== GOAL OF THE EXERCISE ==
Omitting every picture, output the records below exactly, please.

== AVAILABLE DATA ==
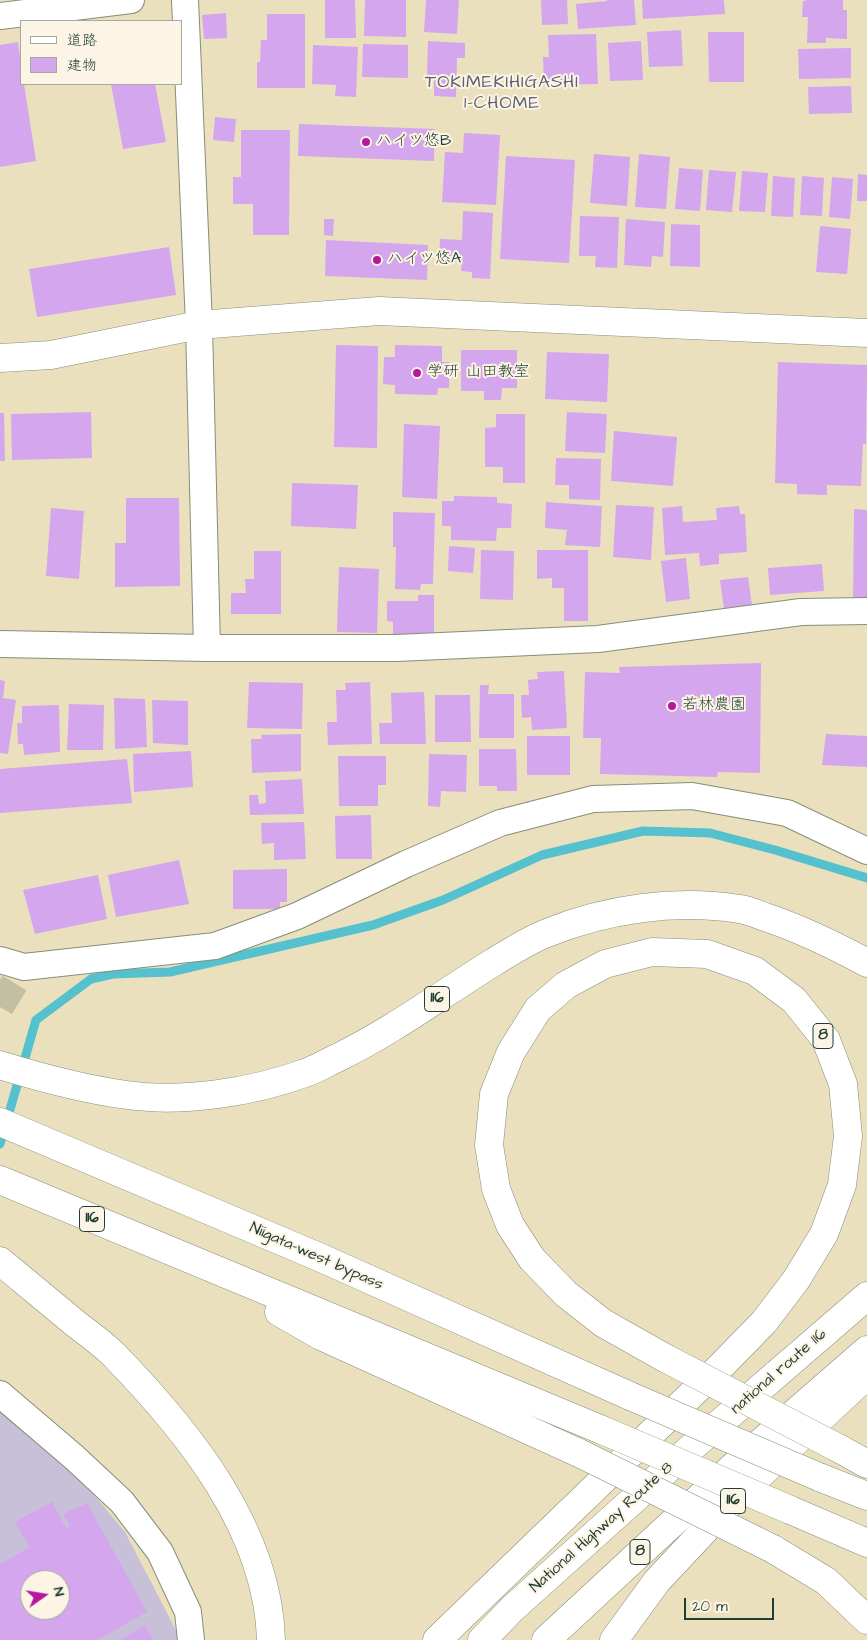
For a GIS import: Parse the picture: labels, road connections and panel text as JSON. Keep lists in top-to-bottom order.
{
  "streets": {
    "main road": [
      "116",
      "8",
      "Niigata-west bypass",
      "national route 116",
      "National Highway Route 8"
    ]
  },
  "crossings": [
    ["116", "8"],
    ["116", "national route 116"],
    ["116", "National Highway Route 8"],
    ["national route 116", "National Highway Route 8"]
  ],
  "districts": ["TOKIMEKIHIGASHI 1-CHOME"],
  "places": [
    "ハイツ悠B",
    "ハイツ悠A",
    "学研 山田教室",
    "若林農園"
  ],
  "legend": ["道路", "建物"],
  "scale_bar": "20 m",
  "north": "right"
}
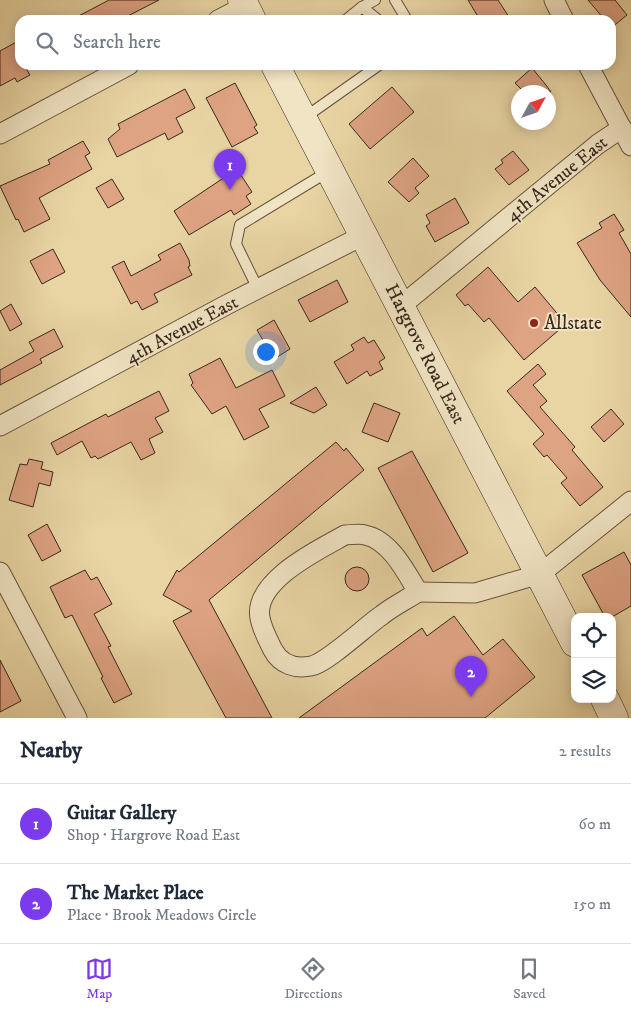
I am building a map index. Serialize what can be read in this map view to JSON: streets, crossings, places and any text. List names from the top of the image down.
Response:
{
  "streets": {
    "main road": ["Hargrove Road East"],
    "street": ["4th Avenue East"]
  },
  "crossings": [
    ["4th Avenue East", "Hargrove Road East"]
  ],
  "places": ["Allstate"],
  "north": "top right",
  "page": {
    "search": "Search here",
    "pins": ["1", "2"],
    "heading": ["Nearby", "2 results"],
    "list": [
      {
        "mark": "1",
        "name": "Guitar Gallery",
        "note": "Shop · Hargrove Road East",
        "value": "60 m"
      },
      {
        "mark": "2",
        "name": "The Market Place",
        "note": "Place · Brook Meadows Circle",
        "value": "150 m"
      }
    ],
    "nav": ["Map", "Directions", "Saved"]
  }
}
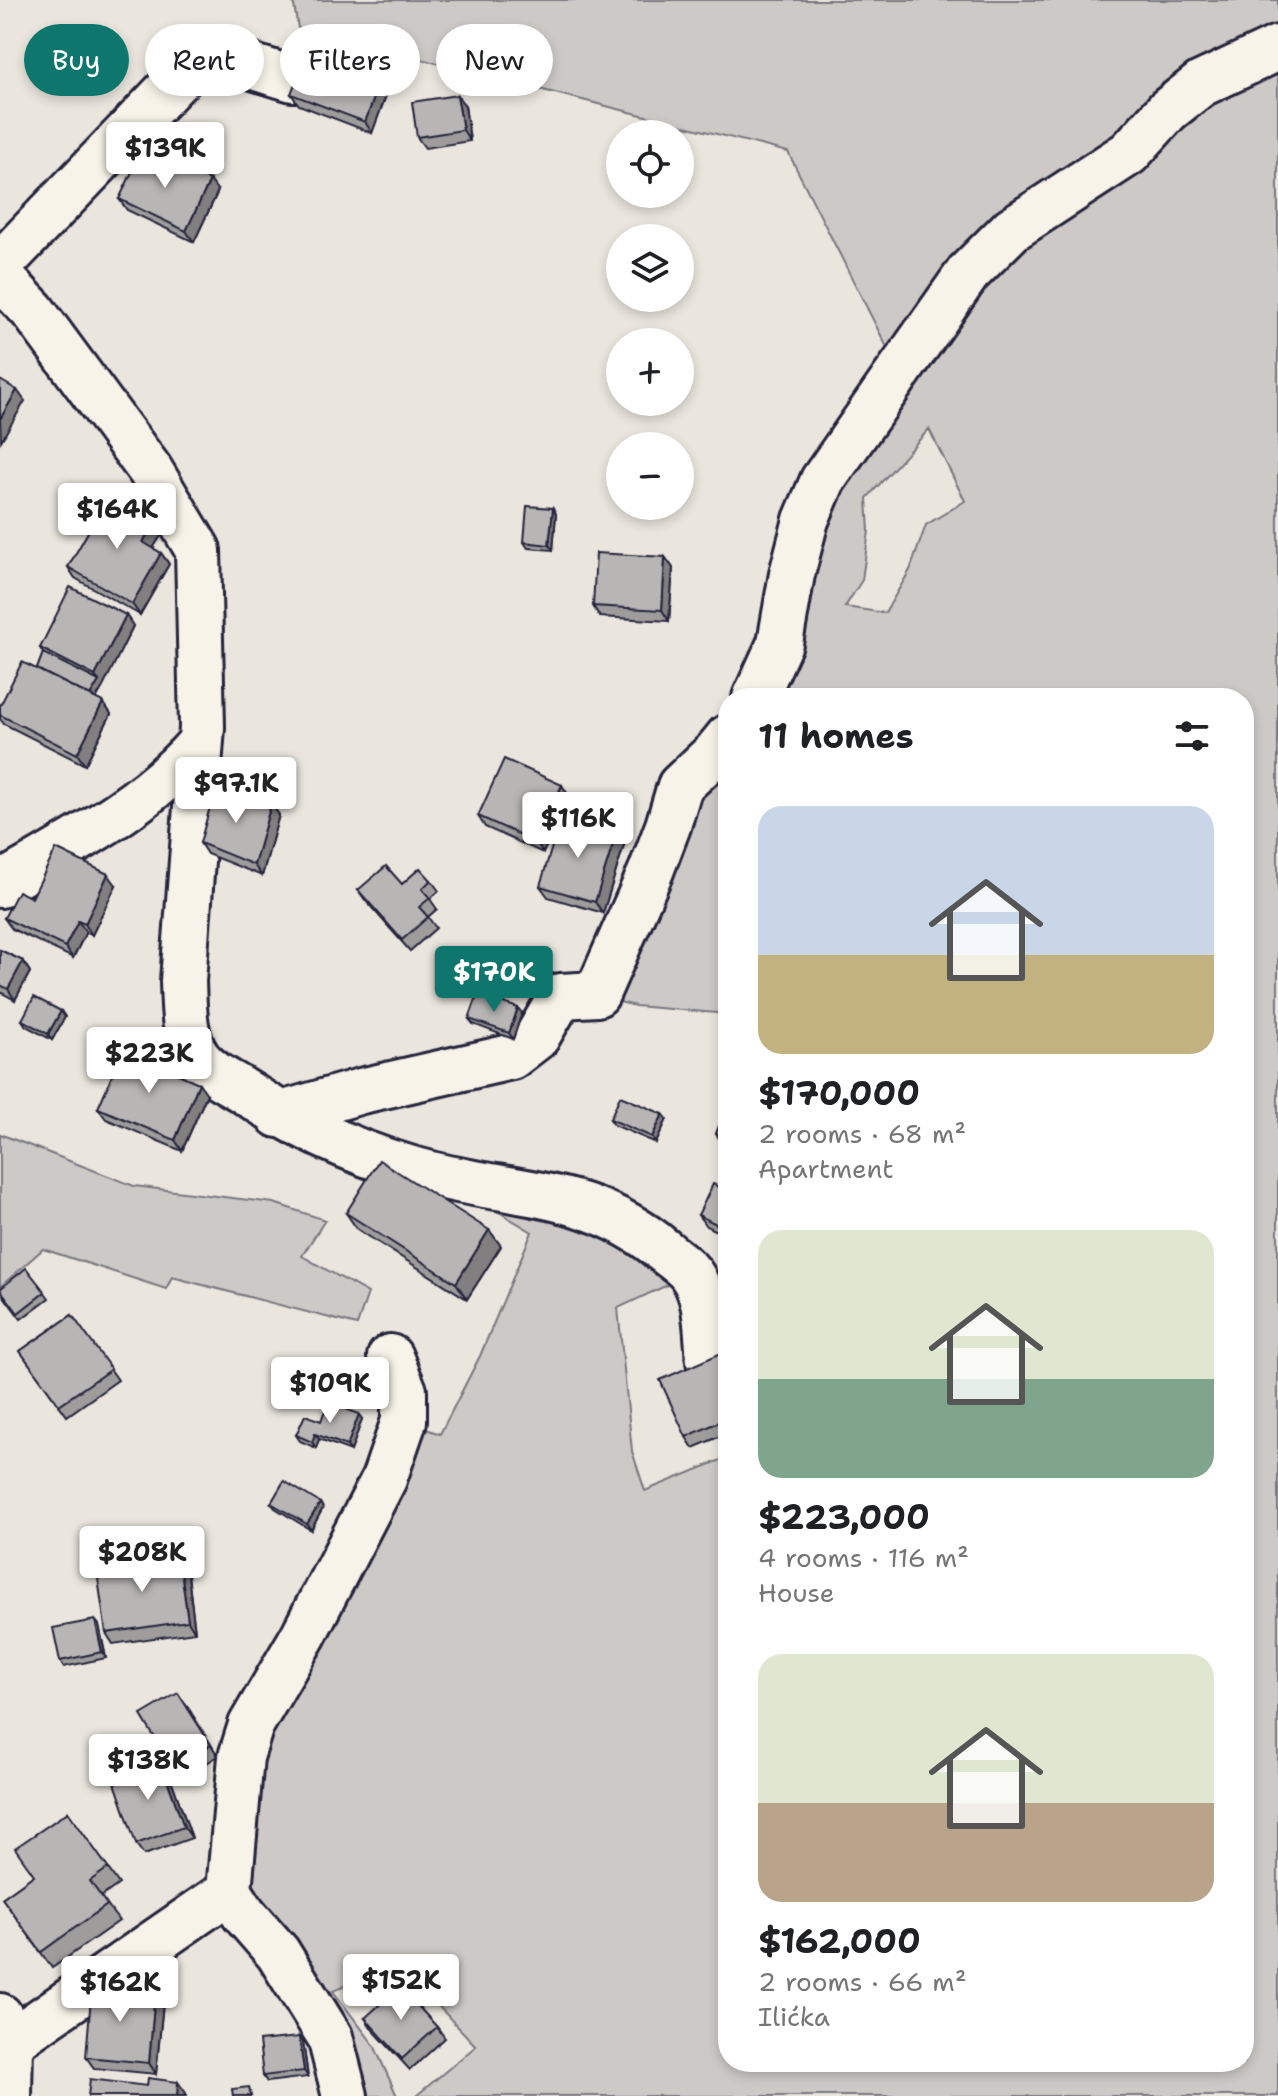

== SOLUTION TO THIS TASK ==
For a GIS import: Parse the picture: labels, road connections and panel text as JSON. Keep lists in top-to-bottom order.
{
  "streets": {
    "main road": [
      "116",
      "8",
      "Niigata-west bypass",
      "national route 116",
      "National Highway Route 8"
    ]
  },
  "crossings": [
    ["116", "8"],
    ["116", "national route 116"],
    ["116", "National Highway Route 8"],
    ["national route 116", "National Highway Route 8"]
  ],
  "districts": ["TOKIMEKIHIGASHI 1-CHOME"],
  "places": [
    "ハイツ悠B",
    "ハイツ悠A",
    "学研 山田教室",
    "若林農園"
  ],
  "legend": ["道路", "建物"],
  "scale_bar": "20 m",
  "north": "right"
}
I am building a map index. Serialize what can be read in this map view to JSON: streets, crossings, places and any text. List names from the top of the image down.
Response:
{
  "streets": {
    "main road": ["Hargrove Road East"],
    "street": ["4th Avenue East"]
  },
  "crossings": [
    ["4th Avenue East", "Hargrove Road East"]
  ],
  "places": ["Allstate"],
  "north": "top right",
  "page": {
    "search": "Search here",
    "pins": ["1", "2"],
    "heading": ["Nearby", "2 results"],
    "list": [
      {
        "mark": "1",
        "name": "Guitar Gallery",
        "note": "Shop · Hargrove Road East",
        "value": "60 m"
      },
      {
        "mark": "2",
        "name": "The Market Place",
        "note": "Place · Brook Meadows Circle",
        "value": "150 m"
      }
    ],
    "nav": ["Map", "Directions", "Saved"]
  }
}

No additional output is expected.